Work instructions » Scan the material and copy every line in which "roads" appears.

== Segment start ==

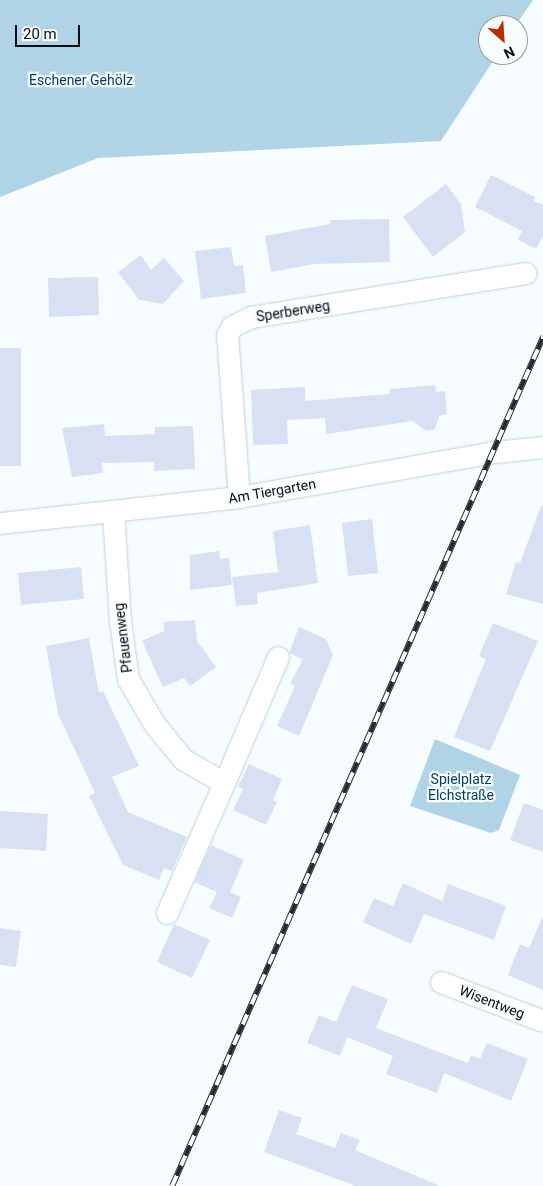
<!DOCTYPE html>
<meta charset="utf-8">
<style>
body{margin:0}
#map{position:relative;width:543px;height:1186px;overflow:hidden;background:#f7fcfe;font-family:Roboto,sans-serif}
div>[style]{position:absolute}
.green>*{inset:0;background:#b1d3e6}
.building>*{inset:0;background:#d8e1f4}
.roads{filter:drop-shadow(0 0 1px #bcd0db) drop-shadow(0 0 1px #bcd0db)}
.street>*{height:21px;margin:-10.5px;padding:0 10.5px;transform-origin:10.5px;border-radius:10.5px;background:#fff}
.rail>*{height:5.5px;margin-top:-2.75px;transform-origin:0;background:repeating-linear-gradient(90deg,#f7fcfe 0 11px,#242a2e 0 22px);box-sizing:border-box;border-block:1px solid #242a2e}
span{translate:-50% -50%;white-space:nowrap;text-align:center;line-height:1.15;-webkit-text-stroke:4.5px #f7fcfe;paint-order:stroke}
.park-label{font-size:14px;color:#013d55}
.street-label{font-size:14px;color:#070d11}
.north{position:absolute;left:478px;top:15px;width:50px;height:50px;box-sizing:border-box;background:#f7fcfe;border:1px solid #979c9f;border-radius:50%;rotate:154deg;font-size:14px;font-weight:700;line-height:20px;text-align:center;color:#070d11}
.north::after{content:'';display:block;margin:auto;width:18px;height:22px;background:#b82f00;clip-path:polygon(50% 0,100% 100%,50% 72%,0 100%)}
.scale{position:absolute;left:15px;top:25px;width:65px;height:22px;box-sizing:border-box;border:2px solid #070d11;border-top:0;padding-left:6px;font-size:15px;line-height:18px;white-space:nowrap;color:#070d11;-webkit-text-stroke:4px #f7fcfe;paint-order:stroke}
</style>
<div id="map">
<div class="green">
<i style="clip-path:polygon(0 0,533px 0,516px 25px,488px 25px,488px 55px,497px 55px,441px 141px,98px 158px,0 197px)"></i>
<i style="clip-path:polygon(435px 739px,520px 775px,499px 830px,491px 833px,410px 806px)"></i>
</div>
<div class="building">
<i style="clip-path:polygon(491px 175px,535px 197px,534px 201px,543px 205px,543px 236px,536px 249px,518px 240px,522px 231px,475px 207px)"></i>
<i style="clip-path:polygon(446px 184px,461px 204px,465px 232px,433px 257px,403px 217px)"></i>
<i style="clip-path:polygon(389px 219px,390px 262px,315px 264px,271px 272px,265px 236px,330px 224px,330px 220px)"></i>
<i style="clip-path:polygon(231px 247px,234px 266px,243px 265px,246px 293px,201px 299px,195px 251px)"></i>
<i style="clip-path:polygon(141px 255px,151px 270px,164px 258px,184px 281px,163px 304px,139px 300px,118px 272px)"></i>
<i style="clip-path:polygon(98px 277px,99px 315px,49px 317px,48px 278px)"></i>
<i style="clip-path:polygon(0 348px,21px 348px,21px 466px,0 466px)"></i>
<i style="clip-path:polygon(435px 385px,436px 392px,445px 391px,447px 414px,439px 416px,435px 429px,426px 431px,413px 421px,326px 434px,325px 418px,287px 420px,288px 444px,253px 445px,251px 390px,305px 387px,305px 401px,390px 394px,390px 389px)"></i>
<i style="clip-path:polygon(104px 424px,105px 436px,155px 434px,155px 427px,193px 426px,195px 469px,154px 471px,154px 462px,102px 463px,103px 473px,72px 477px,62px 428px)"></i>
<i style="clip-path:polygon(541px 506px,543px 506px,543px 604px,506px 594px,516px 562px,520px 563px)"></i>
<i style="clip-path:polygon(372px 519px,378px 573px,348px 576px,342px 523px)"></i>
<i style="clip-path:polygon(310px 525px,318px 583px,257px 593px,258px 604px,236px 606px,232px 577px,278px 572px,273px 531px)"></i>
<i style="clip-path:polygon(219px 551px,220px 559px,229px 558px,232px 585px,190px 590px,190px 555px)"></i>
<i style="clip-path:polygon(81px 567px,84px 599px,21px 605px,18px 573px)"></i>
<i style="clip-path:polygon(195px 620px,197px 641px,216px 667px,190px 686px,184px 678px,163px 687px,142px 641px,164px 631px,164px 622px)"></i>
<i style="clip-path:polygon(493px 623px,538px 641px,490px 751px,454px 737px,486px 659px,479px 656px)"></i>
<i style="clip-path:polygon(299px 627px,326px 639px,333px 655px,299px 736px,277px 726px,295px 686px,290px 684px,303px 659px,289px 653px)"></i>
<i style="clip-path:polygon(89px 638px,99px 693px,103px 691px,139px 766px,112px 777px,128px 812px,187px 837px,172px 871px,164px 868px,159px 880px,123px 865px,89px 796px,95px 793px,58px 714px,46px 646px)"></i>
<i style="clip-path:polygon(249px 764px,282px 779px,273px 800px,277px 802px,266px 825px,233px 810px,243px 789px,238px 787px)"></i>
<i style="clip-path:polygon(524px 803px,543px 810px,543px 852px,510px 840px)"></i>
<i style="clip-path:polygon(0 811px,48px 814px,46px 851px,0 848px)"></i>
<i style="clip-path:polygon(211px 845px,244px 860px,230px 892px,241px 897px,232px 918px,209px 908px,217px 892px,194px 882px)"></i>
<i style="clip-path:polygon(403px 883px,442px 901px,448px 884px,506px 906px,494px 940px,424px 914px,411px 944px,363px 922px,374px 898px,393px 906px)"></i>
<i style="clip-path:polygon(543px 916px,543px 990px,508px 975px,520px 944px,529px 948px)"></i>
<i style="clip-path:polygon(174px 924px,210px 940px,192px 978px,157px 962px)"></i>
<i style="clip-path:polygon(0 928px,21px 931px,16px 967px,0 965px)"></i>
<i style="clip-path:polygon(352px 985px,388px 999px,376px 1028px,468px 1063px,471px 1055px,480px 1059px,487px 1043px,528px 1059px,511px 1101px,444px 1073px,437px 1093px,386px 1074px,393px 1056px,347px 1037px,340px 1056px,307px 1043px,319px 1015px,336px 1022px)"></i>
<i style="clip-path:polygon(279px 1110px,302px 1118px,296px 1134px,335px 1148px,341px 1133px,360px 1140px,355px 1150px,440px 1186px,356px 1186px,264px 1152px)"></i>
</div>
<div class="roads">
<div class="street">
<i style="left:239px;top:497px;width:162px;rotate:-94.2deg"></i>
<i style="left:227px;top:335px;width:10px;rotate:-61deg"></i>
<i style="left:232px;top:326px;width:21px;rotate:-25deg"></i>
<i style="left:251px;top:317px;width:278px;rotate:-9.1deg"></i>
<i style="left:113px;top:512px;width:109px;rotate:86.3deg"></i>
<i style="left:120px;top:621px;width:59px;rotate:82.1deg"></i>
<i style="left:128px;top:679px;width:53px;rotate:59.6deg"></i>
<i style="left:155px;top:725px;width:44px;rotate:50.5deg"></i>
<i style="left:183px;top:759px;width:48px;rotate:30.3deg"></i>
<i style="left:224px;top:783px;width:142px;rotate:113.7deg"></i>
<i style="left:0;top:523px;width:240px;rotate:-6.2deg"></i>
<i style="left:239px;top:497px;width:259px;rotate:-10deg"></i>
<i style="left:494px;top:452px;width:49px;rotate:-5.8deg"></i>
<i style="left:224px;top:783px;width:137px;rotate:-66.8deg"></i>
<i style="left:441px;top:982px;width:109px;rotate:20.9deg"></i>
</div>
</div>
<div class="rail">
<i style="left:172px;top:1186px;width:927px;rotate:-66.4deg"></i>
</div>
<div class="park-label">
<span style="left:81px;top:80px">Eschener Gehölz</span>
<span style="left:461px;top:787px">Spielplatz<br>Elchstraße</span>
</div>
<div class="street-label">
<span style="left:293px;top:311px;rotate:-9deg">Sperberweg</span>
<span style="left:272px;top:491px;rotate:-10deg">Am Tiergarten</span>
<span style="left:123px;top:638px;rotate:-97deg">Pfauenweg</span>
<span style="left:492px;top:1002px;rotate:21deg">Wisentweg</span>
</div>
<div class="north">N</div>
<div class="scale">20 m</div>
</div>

== Segment end ==

Task result »
.roads{filter:drop-shadow(0 0 1px #bcd0db) drop-shadow(0 0 1px #bcd0db)}
<div class="roads">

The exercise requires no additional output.